Apple Intelligence: Inside the New Apple Foundation Model
Apple Intelligence, an on‑device AI suite debuting with iOS 18.1 beta, centers on the Apple Foundation Model—a 3‑billion‑parameter on‑device LLM (and a larger undisclosed cloud version) trained on TPUs with novel RL algorithms and mixed‑precision quantization, delivering Siri, writing assistance, photo search, and benchmark performance that surpasses GPT‑4, though currently limited to paid developers.
Apple has launched Apple Intelligence, an on‑device AI suite available to developers with the iOS 18.1 beta. The rollout includes a revamped Siri that supports both voice and text interaction, a writing assistant that can polish tweets and comments, and a photo search feature powered by natural‑language queries.
The core of Apple Intelligence is the Apple Foundation Model (AFM), a family of large language models. The on‑device version has roughly 3 B parameters, while a larger cloud version is kept undisclosed. Both models use a 32 k context window.
AFM is trained exclusively on Google TPU hardware (8192 TPUv4 chips for the cloud model and 2048 TPUv5p chips for the on‑device model), with no Nvidia GPUs involved. Training is performed with Apple’s JAX‑based AXLearn framework, employing tensor‑parallelism and pipeline‑parallelism.
Data for pre‑training comes from Applebot‑crawled web pages and publicly licensed code and math datasets, all under permissive licenses (MIT, Apache, CC0). The training pipeline consists of three stages: core training (6.3 T tokens, 4096‑token window), continued training (1 T tokens, 8192‑token window) and context‑extension (up to 32 k tokens, 100 B tokens).
After pre‑training, AFM undergoes supervised fine‑tuning (SFT) and reinforcement learning from human feedback (RLHF). Apple introduced two novel RL algorithms: iTeC (Iterative Teaching Committee) and MDLOO (online RL with leave‑one‑out estimation), which combine preference‑based optimization, DPO, and online policy updates.
For on‑device efficiency, Apple applies a mixed‑precision quantization “palette” strategy: projection weights share 4‑bit constants per 16‑column group, embeddings use 8‑bit per‑channel quantization, and less critical layers are compressed to 2‑bit. Accuracy‑Recovery Adapters are added to mitigate quantization loss.

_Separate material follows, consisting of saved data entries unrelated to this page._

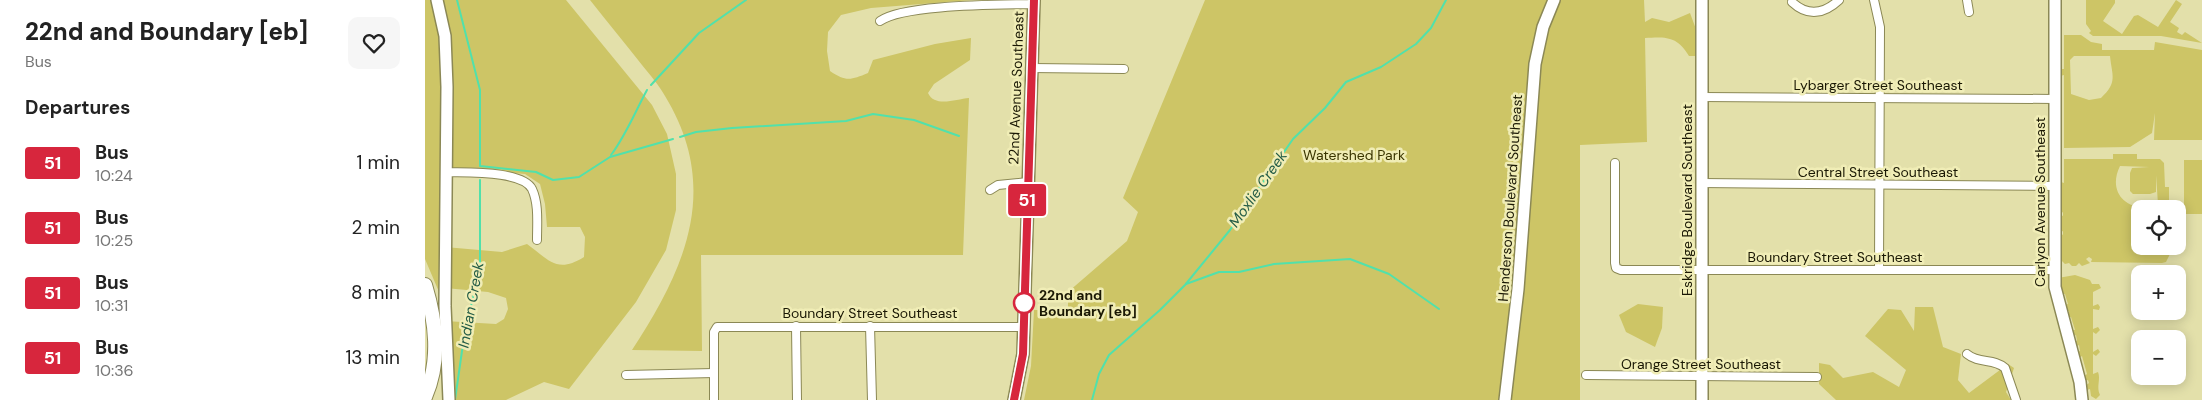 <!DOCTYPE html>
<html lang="en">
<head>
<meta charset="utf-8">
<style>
	:root { --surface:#fff; --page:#f6f6f6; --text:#222; --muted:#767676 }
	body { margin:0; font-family:"DM Sans",sans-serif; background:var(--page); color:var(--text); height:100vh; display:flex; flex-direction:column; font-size:19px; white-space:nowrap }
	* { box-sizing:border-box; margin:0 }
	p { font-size:16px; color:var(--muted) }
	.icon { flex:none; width:28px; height:28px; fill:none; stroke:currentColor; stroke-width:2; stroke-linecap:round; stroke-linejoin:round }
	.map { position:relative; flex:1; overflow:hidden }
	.sheet { display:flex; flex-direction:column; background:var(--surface); width:425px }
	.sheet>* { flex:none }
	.badge { padding:0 10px; border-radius:4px; font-size:18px; line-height:32px }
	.buttons { position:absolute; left:1706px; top:200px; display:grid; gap:10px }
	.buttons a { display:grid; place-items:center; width:55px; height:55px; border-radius:10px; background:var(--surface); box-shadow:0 2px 12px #0003; font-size:25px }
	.map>.badge { position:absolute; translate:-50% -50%; box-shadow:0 0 0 2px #fff }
	h2 { padding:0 25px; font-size:19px; line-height:45px }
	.round { display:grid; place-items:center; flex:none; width:52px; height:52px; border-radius:10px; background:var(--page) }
	.overview { display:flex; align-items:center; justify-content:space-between; height:85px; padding:0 25px }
	h1 { font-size:24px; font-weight:800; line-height:38px }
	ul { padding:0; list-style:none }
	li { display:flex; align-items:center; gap:15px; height:65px; padding:0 25px }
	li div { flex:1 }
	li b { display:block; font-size:19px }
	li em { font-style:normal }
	li .badge { min-width:55px; font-weight:700; text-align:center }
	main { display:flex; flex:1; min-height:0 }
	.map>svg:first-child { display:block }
	.green { fill:#cdc566; fill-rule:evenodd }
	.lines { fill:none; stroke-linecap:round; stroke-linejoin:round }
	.stream { stroke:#51e1ab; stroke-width:2 }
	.street-casing { stroke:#8b8855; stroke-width:10 }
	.secondary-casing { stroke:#8b8855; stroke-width:14 }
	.highway-casing { stroke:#8b8855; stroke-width:16 }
	.street { stroke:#fff; stroke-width:8 }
	.secondary { stroke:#fff; stroke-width:11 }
	.highway { stroke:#fff; stroke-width:14 }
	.line-casing { stroke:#fff; stroke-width:11 }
	.line { stroke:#d7263d; stroke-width:8 }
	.stop-dot { fill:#fff; stroke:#d7263d; stroke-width:2.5 }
	.labels { text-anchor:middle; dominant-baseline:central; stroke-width:5; stroke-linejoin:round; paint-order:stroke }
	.street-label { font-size:14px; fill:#1a1804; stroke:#f0edb6 }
	.park-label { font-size:14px; fill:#3a3500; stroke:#f0edb6 }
	.stop-label { font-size:14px; font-weight:bold; fill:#1a1804; stroke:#f0edb6; text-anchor:start }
	.water-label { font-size:15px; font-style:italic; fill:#245c46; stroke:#f0edb6 }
</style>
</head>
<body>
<main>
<section class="sheet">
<div class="overview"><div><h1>22nd and Boundary [eb]</h1><p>Bus</p></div><a class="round"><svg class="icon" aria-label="heart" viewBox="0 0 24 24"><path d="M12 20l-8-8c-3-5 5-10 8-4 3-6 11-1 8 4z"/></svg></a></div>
<h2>Departures</h2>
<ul>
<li><span class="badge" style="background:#d7263d;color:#fff">51</span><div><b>Bus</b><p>10:24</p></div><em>1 min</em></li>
<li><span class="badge" style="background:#d7263d;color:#fff">51</span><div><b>Bus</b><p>10:25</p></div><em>2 min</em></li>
<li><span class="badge" style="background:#d7263d;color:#fff">51</span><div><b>Bus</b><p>10:31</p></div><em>8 min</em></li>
<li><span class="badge" style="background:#d7263d;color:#fff">51</span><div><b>Bus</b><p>10:36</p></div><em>13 min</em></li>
</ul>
</section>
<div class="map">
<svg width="1777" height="400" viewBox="0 0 1777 400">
	<rect width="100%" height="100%" fill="#e3e0aa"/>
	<g class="green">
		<path d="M0,0H141L227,105L242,134L251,174V210L241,250L211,302L144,389L119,382L81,400H24L20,321L71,324L79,319L83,309L81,298L63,292L20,288V247L77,252L102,244C124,260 132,274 159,257L160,237L155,227H122L120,204L115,184L100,174L21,167L17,299L0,259Z"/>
		<path d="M165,0H547L446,8L416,15L403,32L402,51L405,71C421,82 426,80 443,73L448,60L510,44L546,38L545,60L509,84L503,93C510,108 531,99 544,98L538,255H276L277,351L207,350C261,268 296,188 240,96C234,85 225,75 217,65C200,43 182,22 165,0Z"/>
		<path d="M780,0H1219L1220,22L1227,18L1244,22L1265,13L1275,40L1270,56H1264C1252,36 1241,37 1220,38L1222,142L1155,145V400H599L606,366L609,310H643V292L702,241L713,212L698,198Z"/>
		<path d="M1661,0H1690V3L1678,21L1697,34L1709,16L1713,15L1733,27L1751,0L1757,4L1745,22L1754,28L1752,32L1757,35L1760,32L1777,43L1736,36H1668L1664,33L1666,31L1661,24Z"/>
		<path d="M1639,35H1656L1666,42L1677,44V50H1729L1730,42L1777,50V140H1729L1730,113L1727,133L1705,147L1639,148V75L1635,76L1634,69H1639ZM1649,56H1685C1687,76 1693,82 1676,98L1664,100L1646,94L1645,60Z"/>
		<path d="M1688,154H1712V159H1735L1739,163L1740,187H1744V209H1715V246H1740V254H1745L1741,262L1737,263L1666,262L1667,259L1664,257L1661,259L1665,263L1657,266L1654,263L1651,266H1647L1644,263L1640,264L1634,258L1635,233L1638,235V231L1636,232L1631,217L1636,215L1638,216V212L1635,214L1636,182L1639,183V159H1688ZM1695,166L1724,167L1707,168L1705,173V191L1708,194H1725L1731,192V175L1733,204C1705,215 1681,194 1695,166Z"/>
		<rect x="1759" y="160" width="18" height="54"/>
		<path d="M1650,275L1665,280L1667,284H1674L1676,288L1668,292V306L1673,304L1675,307L1674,310L1668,309V329L1673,327L1675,330L1671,334L1668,332V352L1673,349L1675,352L1671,356L1668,354V374L1673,372C1676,379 1671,387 1675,395L1671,399L1666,396L1665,389L1662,390L1659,387L1664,383L1663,380L1660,381L1657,378L1662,374L1657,356L1654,358L1652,352L1655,351L1654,345L1650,347L1649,342L1652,341L1651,335L1648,337L1646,330H1650L1646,317L1643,318L1641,313H1644V311H1639V305L1643,304L1640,294L1634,295L1633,278Z"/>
		<path d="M1213,304L1238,307L1237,328L1230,347L1201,332L1194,315Z"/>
		<path d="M1490,307H1508L1518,347L1536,354L1533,380L1544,393L1583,364L1589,368L1581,392L1586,400H1411L1394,384V363L1405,365L1418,378L1448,372L1474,387L1481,370L1440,336L1463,309L1476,310L1489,331Z"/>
	</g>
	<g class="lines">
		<g class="stream">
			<path d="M32,0L55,90V166L111,172L128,180L154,177L185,157L248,139"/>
			<path d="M226,85L274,33L321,0"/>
			<path d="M255,137L271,132L307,128L421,121L448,114L489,120L534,136"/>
			<path d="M186,155C201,135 210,112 222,90"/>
			<path d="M761,284L794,272H814L849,264L925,259L964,274L1014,309"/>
			<path d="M30,400L40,330L55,270V180"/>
			<path d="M667,400L674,374L684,355L735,310L760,285L805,230L868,139L900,108L921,82L956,67L991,44L1006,28L1021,0"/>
		</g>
		<g class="street-casing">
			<g id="street">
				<path d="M1449,0L1455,27L1454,270"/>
				<path d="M1542,0L1544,12"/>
				<path d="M1367,2C1383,17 1399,14 1414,0"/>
				<path d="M455,21C479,4 575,5 608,4"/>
				<path d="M606,68L699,69"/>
				<path d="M1276,97L1630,99"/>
				<path d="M1190,163V263L1191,268L1196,270H1630"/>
				<path d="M20,172C39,173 97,170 107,189C114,204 112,223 112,240"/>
				<path d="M1276,183L1630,186"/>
				<path d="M565,190L573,185L603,182"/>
				<path d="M371,326L372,400"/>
				<path d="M445,326L447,400"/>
				<path d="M1542,354C1554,364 1569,358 1580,368L1591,400"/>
				<path d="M201,375L289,373"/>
				<path d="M1161,375L1392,377"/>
				<path d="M289,400V332L292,327H599"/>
			</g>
		</g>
		<g class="secondary-casing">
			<g id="secondary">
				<path d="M12,0L20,36L22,87L20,306L24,400"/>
				<path d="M1277,0V400"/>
				<path d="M1630,0V287L1655,382L1657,400"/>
				<path d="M589,400L598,354L609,0"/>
				<path d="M1080,400L1093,289L1110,64L1118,27L1129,0"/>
			</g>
		</g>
		<g class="highway-casing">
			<path id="highway" d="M0,285C11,322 16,360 0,397"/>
		</g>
		<use href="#street" class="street"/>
		<use href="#secondary" class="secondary"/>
		<use href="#highway" class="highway"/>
	</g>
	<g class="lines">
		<g class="line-casing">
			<path id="line" d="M589,400L598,354L609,0"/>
		</g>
		<use href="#line" class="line"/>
	</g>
	<circle class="stop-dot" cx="599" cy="303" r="10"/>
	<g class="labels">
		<g class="street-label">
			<text x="1453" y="85">Lybarger Street Southeast</text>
			<text transform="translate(591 88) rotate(-88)">22nd Avenue Southeast</text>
			<text x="1453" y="172">Central Street Southeast</text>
			<text transform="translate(1085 198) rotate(-86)">Henderson Boulevard Southeast</text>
			<text transform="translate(1262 200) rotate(-90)">Eskridge Boulevard Southeast</text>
			<text transform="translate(1615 202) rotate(-90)">Carlyon Avenue Southeast</text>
			<text x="1410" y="257">Boundary Street Southeast</text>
			<text x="445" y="313">Boundary Street Southeast</text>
			<text x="1276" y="364">Orange Street Southeast</text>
		</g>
		<g class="park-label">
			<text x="929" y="155">Watershed Park</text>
		</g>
		<g class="stop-label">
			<text x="614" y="295">22nd and<tspan x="614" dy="16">Boundary [eb]</tspan></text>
		</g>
		<g class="water-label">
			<text transform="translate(833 189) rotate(-55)">Moxlie Creek</text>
			<text transform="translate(46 305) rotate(-80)">Indian Creek</text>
		</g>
	</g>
</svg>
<div class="buttons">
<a><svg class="icon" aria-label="locate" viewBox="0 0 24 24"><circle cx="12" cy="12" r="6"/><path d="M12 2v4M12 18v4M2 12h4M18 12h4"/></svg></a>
<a>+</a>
<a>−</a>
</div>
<b class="badge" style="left:602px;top:200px;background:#d7263d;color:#fff">51</b>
</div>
</main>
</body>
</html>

Evaluation shows AFM surpasses GPT‑4 on several instruction‑following and summarization benchmarks, achieving SOTA on IF‑Eval and strong results on AlpacaEval, GSM8K, and MATH. Safety tests indicate lower violation rates under adversarial prompts compared to other models.
Access to Apple Intelligence is limited to registered developers (US$99/year) on devices with M‑series or A17 Pro chips, and requires US regional settings and English language configuration. The full feature set is expected to roll out later, with the public release possibly delayed.